В описании Дриссы вековой давности помогают архивные документы, книги тех лет, произведения художников, фотографов. Довоенный городок можно представить себе по воспоминаниям пожилых людей, чье детство прошло здесь.
Парикмахер Дризин... Когда он стриг непослушных детей, в шутку грозил отрезать им ухо. Фотограф Исаак Свердлов... Любил рассказывать про птичку, которая должна вылететь из объектива. Впрочем, про птичку любили рассказывать все фотографы.
Наверное, одной из самых колоритных фигур был обувщик (язык не повернется сказать «сапожник») Коновалов.
Добротный дом из красного кирпича, который когда-то ему принадлежал и, судя по всему, был построен около ста двадцати лет назад, сохранился, хотя и требует основательного ремонта. Находится он в самом центре города. В нем планируют разместить районный краеведческий музей, который только создается. Лучшего места для музея не придумаешь, потому что сам дом станет его экспонатом.

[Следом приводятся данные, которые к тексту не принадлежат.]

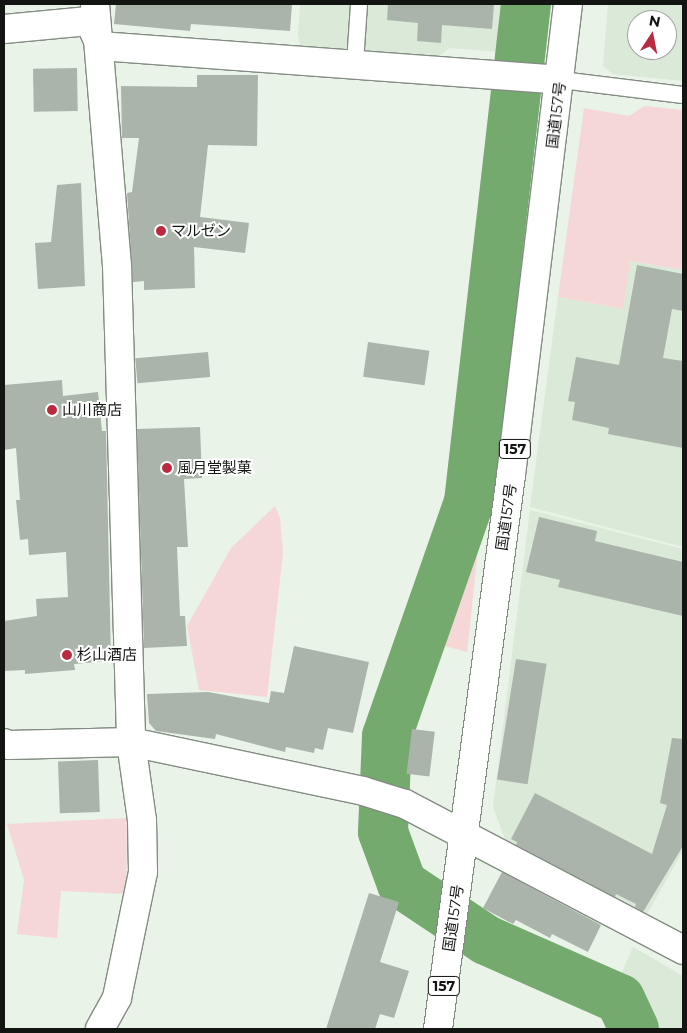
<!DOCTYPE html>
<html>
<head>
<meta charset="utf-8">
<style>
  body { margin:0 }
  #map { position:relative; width:687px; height:1033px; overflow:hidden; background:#e9f3e8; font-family:Montserrat,"Noto Sans JP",sans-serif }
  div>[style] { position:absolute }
  .built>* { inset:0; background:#dae9d8 }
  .green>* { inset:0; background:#f6d7d7 }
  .river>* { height:50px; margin:-25px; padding:0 25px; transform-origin:25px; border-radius:25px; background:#74aa6e }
  .building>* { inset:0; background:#abb4aa; transform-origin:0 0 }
  .roads { filter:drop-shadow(1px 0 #838c82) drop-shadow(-1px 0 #838c82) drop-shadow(0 1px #838c82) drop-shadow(0 -1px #838c82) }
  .service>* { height:16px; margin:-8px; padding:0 8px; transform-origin:8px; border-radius:8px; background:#fff }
  .minor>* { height:28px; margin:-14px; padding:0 14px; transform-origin:14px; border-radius:14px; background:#fff }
  .trunk>* { height:28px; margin:-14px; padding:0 14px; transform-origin:14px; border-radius:14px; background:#fff }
  .dots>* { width:14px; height:14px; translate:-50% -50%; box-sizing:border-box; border:2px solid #fff; border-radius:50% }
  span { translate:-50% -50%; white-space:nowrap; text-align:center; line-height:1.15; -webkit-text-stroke:4px #fff; paint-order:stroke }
  .shield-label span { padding:1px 4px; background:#fff; border:1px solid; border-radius:4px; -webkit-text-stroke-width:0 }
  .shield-label { font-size:14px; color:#121511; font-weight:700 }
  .street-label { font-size:15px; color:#121511 }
  .poi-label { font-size:15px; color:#121511 }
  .left { translate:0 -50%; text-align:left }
  .frame { position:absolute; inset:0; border:5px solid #121511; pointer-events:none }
  .north { position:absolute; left:627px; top:10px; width:50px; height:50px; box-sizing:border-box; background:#fff; border:1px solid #a0a1a0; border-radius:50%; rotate:11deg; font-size:14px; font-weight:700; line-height:20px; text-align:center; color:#121511 }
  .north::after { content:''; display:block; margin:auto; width:18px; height:22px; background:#bb2a41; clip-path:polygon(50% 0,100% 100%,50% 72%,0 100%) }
</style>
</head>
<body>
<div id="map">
  <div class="built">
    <i style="clip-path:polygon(300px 4px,504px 4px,502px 52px,449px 48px,435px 60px,302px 52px,298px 35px)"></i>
    <i style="clip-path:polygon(evenodd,608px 4px,683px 4px,683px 81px,613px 74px,603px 66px,608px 4px,637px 20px,667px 20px,667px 50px,637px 50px,637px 20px)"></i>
    <i style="clip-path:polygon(630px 261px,683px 270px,683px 547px,530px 507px,558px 297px,622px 309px)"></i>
    <i style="clip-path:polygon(530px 510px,683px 549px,683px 851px,647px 914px,506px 842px,493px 807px)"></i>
    <i style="clip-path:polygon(633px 947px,683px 976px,683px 1029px,658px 1029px,618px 981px)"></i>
  </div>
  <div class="green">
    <i style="clip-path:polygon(644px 106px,683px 110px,683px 270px,630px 261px,623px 309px,558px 297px,584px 108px,629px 116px)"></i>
    <i style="clip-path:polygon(275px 506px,280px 518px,283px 553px,267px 697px,199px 690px,187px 626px,231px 548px)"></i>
    <i style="clip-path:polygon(480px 531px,467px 652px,434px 643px,460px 548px)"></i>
    <i style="clip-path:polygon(127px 818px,126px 894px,61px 891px,57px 938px,17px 934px,24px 880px,7px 824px)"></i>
  </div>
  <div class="river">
    <i style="left:526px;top:4px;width:501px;rotate:96.53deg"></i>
    <i style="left:469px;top:502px;width:248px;rotate:109.3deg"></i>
    <i style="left:387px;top:736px;width:96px;rotate:92.4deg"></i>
    <i style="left:383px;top:832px;width:55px;rotate:69.9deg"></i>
    <i style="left:402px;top:884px;width:101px;rotate:33.7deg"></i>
    <i style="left:486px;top:940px;width:146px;rotate:23.8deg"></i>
    <i style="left:620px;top:999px;width:33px;rotate:65deg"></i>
  </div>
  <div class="building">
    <i style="clip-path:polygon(116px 4px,292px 4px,290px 31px,191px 24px,190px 31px,114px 24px)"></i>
    <i style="clip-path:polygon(388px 4px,494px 4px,492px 29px,442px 25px,441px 43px,417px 41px,418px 23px,387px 20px)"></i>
    <i style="left:77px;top:68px;width:43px;height:44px;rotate:89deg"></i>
    <i style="clip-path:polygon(197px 75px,258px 75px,257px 146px,208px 145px,200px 217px,249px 223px,245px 253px,194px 247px,195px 288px,144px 290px,144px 281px,133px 282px,127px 193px,132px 192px,139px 138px,122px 138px,121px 86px,197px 87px)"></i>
    <i style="clip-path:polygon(81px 183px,85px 286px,38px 289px,35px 243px,51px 242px,57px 185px)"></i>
    <i style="clip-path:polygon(637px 265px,683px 274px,683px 311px,672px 309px,663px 358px,683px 361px,683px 448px,608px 434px,609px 428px,572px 420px,575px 402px,568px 401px,576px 357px,619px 365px)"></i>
    <i style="left:368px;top:342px;width:62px;height:35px;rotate:8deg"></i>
    <i style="left:208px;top:352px;width:25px;height:73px;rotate:85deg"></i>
    <i style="clip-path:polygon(62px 380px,63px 396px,98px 392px,102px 431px,106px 431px,111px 661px,74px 664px,75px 670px,25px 674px,25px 670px,4px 671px,4px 621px,37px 616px,36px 599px,68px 597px,66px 552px,29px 555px,28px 539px,20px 540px,16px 500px,20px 500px,16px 448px,4px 450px,4px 385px)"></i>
    <i style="clip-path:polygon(200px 427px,202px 478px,184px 479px,188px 547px,177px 547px,180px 616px,185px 616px,187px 646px,144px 648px,137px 429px)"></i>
    <i style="clip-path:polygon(539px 517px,597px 531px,595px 541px,683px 562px,683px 616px,558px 587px,560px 580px,526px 572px)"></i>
    <i style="clip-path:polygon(294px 646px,369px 662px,353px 733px,328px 728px,323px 750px,315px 748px,314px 753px,286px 747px,285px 752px,216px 734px,215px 739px,156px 731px,149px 723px,147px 694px,208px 692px,269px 703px,271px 691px,284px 693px)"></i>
    <i style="left:516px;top:659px;width:31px;height:122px;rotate:9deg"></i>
    <i style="left:412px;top:729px;width:23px;height:45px;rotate:7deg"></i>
    <i style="clip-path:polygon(672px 738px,683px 739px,683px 846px,643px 912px,635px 907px,636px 904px,616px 894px,615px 897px,516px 845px,517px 842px,511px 839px,535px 793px,652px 854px,667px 805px,660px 803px)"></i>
    <i style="left:98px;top:760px;width:52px;height:40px;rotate:88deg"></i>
    <i style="clip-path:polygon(502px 872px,601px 925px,588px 952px,552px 934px,550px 938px,516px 920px,513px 924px,483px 908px)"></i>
    <i style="clip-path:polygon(369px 893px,399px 902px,380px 962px,409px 971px,394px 1018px,380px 1014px,375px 1029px,326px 1029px)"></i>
  </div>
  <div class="roads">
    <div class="service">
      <i style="left:355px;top:63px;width:59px;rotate:-86.1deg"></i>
      <i style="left:561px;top:80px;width:123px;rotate:7deg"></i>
    </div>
    <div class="minor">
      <i style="left:95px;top:4px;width:262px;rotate:85.2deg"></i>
      <i style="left:117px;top:265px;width:477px;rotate:88.3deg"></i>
      <i style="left:131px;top:742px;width:79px;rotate:82deg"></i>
      <i style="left:142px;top:820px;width:52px;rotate:88.9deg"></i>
      <i style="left:143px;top:872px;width:129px;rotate:101.7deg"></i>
      <i style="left:117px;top:998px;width:35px;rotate:119deg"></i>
      <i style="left:4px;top:29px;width:85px;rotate:-5.4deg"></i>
      <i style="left:89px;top:21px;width:26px;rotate:65deg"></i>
      <i style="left:100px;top:46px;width:462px;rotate:4.2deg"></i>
      <i style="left:4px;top:743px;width:5px;rotate:22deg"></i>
      <i style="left:9px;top:745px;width:122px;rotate:-1.4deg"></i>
      <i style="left:131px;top:742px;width:237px;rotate:11.9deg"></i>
      <i style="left:363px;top:791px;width:44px;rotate:17.2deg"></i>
      <i style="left:405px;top:804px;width:314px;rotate:27.7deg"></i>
    </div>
    <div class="trunk">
      <i style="left:438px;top:1029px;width:559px;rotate:-82.49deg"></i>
      <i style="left:511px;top:475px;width:474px;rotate:-83.1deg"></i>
    </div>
  </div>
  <div class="dots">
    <i style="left:161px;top:231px;background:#bb2a41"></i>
    <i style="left:52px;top:410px;background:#bb2a41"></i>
    <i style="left:167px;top:468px;background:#bb2a41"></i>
    <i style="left:67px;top:655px;background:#bb2a41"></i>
  </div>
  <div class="shield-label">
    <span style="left:515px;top:449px">157</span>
    <span style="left:444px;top:986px">157</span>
  </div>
  <div class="street-label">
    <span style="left:556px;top:115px;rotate:-83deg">国道157号</span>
    <span style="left:506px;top:517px;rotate:-82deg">国道157号</span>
    <span style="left:453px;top:918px;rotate:-82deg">国道157号</span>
  </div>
  <div class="poi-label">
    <span class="left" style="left:171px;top:231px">マルゼン</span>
    <span class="left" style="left:62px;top:410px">山川商店</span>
    <span class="left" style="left:177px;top:468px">風月堂製菓</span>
    <span class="left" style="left:77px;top:655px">杉山酒店</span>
  </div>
  <div class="frame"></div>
  <div class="north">N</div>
</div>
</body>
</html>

Несмотря на славянскую фамилию, обувщик Коновалов был евреем. Обувь выпускал отменную. Ее отправляли даже в Швецию, и, говорят, она пользовалась успехом у придирчивых скандинавов. Представляете, обувь из Дриссы экспортировали в Стокгольм! Впрочем, удивительно это звучит только сейчас, а в те времена никого не удивляло. Многие завидовали обувщику Коновалову. Чужим деньгам всегда завидуют. А деньги у Коновалова водились.
Лет 15–20 назад, когда копали траншею под теплотрассу, которая проходила по бывшему двору обувщика, нашли более сотни монет. Уверен, Коновалов деньгами не сорил, а тем более их не сеял и хорошо знал им счет. Но вот покупатели, которые приходили за сапогами или модельной обувью, иногда роняли деньги.
Советская власть, которая заботилась обо всем трудящемся народе и меньше всего думала о тех, кто выбился в люди за счет своего труда, переселила Коновалова в дом напротив – тоже кирпичный, но маленький и неказистый. Он тоже уцелел до сего времени и по-прежнему стоит как раз напротив будущего музея. «Пускай скажет спасибо Коновалов, что его не арестовали и не разобрались по всей строгости революционного времени», – так сказала приживалка, жившая у Коноваловых долгие годы на всем готовом. После революции она одела красную косынку и гордо встала в первые ряды борцов за счастливое будущее. Что-то очень напоминает «Собачье сердце» Михаила Булгакова, в частности, строителя новой жизни Швондера.
Красивый кирпичный дом передали народному суду, чтобы здесь дела решали по закону и справедливости. Правда, то, что выселили хозяина дома Коновалова безо всякого закона, никого не волновало, кроме семьи самого обувщика.
Коновалов детей отправил в Ленинград. Понимал, что в родном городке им жизни не дадут: каждый раз будут напоминать о происхождении. Вот если бы их родители нищенствовали, попрошайничали – тогда другое дело…
Но перед самой войной, летом 1941 года, Коновалов, которому уже было порядочно лет, вызвал детей в родной дом. Чувствовал, что дни его сочтены, а самому поехать в Ленинград не было сил. Коновалов умер в первые дни войны. Наверное, для него это было счастье, что он не увидел кровавую расправу, которую учинили гитлеровцы над евреями Дриссы.
Две младшие дочери обувщика вынуждены были нести парализованную прабабушку к месту расстрела. Об этом мне написал Олег Трубкин. Он правнук Абрама Коновалова и внук Мэри Посовой (Коноваловой), которая, как и ее две сестры, пережила войну. Олег Трубкин уже шестнадцать лет живет и работает врачом в Германии. У него два взрослых сына.
Сегодня об обувщике Коновалове в Верхнедвинске знают только краеведы. Поэтому строители, когда ремонтировали кирпичный дом, разобрали подоконник и нашли подметки, очень удивлялись, как туда попали такие высококачественные подметки. Они думали, что в их родном городке люди раньше в лаптях ходили, а не то, что шведов обували. Надеюсь, когда будет создан музей, о Коновалове узнает каждый житель Верхнедвинска и, услышав рассказ о нем, посмотрит на свою обувь и вздохнет с сожалением: куда делись классные мастера?